## Input data

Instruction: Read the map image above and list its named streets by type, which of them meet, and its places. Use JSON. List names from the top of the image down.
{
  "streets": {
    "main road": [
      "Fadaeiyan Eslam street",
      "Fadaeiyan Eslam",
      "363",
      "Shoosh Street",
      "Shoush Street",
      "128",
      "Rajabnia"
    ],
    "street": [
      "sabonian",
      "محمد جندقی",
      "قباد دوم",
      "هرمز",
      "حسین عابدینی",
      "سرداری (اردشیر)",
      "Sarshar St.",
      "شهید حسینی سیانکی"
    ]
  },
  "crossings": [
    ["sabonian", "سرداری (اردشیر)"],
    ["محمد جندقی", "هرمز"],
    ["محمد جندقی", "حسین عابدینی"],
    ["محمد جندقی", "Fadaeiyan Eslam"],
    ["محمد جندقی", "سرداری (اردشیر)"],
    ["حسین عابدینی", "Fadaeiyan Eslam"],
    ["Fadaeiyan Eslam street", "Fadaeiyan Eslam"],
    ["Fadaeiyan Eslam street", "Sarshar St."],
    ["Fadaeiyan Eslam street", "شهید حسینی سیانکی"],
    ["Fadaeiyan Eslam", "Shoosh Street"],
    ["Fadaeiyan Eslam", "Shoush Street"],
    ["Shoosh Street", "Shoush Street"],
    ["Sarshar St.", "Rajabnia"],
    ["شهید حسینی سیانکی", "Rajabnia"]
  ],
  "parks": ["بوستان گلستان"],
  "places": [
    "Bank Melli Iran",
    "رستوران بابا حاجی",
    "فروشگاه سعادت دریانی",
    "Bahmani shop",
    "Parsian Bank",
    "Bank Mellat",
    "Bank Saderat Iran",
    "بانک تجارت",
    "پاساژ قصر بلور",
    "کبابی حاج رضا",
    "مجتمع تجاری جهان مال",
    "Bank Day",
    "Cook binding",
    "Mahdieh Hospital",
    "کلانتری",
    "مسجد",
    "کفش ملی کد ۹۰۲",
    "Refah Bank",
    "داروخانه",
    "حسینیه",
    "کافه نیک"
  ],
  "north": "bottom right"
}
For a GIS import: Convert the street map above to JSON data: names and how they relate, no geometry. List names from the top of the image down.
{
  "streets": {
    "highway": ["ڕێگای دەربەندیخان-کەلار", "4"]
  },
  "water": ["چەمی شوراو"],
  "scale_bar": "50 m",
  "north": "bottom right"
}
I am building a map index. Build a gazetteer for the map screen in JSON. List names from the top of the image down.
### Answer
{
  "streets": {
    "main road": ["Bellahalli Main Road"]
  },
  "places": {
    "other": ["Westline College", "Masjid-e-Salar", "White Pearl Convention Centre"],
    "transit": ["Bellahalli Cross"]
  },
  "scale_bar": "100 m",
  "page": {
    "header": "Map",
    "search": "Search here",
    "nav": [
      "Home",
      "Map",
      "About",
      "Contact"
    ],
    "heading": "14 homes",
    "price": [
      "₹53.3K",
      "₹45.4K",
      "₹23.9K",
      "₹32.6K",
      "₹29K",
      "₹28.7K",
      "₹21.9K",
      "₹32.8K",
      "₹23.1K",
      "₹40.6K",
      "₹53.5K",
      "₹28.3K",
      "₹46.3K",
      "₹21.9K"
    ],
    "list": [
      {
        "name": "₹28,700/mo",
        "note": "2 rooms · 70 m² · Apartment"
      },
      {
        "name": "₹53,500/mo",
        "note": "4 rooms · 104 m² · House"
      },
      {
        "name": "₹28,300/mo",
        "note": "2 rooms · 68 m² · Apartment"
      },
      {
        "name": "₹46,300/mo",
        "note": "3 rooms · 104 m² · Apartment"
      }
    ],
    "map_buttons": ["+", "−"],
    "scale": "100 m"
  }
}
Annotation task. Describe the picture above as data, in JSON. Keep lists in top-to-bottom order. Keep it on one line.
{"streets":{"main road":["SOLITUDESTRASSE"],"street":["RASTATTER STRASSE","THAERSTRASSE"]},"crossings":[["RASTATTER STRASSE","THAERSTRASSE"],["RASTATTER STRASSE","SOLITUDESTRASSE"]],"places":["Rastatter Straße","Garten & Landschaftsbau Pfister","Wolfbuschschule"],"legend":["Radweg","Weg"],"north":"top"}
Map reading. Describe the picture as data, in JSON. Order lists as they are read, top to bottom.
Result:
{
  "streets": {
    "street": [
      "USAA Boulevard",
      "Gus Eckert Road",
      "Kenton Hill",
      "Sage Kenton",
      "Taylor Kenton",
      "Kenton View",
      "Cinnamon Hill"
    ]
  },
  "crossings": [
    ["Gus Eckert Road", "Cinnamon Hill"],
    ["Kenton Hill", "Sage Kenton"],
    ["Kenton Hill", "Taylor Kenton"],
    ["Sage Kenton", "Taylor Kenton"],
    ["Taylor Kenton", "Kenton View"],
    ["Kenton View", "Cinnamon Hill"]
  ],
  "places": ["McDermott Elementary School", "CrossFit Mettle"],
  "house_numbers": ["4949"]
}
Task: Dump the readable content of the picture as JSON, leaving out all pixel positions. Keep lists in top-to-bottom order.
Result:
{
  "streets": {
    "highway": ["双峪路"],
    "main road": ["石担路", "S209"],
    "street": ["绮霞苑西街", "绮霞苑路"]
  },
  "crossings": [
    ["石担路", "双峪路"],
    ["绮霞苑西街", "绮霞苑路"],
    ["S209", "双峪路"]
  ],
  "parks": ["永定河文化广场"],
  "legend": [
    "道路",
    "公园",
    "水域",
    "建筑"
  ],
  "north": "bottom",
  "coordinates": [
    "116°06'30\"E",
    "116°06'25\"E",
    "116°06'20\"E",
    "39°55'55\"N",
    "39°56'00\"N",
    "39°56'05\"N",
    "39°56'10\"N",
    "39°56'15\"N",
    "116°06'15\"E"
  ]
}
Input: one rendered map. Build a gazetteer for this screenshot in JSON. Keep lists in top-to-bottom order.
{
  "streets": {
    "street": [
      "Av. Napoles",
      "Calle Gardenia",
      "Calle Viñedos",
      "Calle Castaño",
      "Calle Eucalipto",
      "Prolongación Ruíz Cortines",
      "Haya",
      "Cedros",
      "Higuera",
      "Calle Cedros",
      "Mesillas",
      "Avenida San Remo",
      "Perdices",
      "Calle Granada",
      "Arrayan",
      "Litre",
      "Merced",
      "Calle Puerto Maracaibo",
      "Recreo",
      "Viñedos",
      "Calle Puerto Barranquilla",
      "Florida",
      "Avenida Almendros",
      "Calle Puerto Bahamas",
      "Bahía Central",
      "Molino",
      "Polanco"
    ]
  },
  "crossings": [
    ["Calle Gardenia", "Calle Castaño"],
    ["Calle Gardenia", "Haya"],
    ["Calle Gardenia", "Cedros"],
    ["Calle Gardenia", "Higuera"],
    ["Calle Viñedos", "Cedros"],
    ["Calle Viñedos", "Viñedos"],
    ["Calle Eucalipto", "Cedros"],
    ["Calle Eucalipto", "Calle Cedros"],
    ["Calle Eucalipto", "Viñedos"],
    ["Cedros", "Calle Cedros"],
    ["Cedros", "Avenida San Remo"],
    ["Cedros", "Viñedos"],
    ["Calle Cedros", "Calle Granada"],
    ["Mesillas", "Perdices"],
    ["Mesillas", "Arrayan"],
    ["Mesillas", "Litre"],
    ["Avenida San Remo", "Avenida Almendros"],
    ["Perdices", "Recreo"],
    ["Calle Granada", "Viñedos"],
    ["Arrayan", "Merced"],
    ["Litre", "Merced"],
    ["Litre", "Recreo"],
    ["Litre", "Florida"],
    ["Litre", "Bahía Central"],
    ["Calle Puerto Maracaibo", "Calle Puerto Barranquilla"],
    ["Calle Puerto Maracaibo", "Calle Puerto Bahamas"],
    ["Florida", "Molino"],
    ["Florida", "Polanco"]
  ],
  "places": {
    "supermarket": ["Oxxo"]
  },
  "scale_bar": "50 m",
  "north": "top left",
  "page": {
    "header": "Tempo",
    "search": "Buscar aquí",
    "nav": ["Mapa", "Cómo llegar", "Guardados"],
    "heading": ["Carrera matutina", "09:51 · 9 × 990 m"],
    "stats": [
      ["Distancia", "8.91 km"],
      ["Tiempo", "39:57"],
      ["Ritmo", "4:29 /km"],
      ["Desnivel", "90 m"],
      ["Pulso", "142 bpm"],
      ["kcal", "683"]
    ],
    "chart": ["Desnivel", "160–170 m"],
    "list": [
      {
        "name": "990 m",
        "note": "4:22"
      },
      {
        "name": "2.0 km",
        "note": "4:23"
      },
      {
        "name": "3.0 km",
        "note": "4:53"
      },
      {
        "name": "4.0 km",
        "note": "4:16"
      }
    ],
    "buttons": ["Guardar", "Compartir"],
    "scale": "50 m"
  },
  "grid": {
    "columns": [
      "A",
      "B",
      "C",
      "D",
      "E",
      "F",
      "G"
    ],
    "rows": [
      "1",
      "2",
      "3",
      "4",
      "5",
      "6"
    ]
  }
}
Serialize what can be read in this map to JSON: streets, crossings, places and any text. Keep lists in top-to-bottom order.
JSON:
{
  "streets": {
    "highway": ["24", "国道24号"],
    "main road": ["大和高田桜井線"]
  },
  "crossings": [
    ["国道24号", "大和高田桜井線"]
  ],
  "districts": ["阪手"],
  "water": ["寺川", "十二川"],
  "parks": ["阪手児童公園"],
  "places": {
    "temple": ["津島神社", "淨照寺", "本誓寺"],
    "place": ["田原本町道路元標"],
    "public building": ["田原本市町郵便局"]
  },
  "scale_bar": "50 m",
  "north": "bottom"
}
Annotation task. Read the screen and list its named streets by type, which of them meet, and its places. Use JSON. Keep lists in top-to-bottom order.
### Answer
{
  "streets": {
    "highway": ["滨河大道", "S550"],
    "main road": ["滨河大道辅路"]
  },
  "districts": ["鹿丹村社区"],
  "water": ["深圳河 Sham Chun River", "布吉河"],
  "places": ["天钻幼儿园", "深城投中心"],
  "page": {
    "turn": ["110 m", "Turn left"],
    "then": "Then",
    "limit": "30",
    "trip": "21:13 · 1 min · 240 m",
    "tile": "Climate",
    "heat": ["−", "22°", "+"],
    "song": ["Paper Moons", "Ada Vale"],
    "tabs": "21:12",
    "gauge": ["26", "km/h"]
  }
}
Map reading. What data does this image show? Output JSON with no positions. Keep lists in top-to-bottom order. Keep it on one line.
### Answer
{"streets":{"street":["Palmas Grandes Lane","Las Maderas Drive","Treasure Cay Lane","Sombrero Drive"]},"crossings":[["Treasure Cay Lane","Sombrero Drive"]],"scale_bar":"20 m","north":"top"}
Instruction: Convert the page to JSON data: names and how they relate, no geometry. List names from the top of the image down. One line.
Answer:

## What the task requires
Where does the word "positions" occur in the records? Return every line that holds it.

## Problem solution
Task: Dump the readable content of the picture as JSON, leaving out all pixel positions. Keep lists in top-to-bottom order.
Map reading. What data does this image show? Output JSON with no positions. Keep lists in top-to-bottom order. Keep it on one line.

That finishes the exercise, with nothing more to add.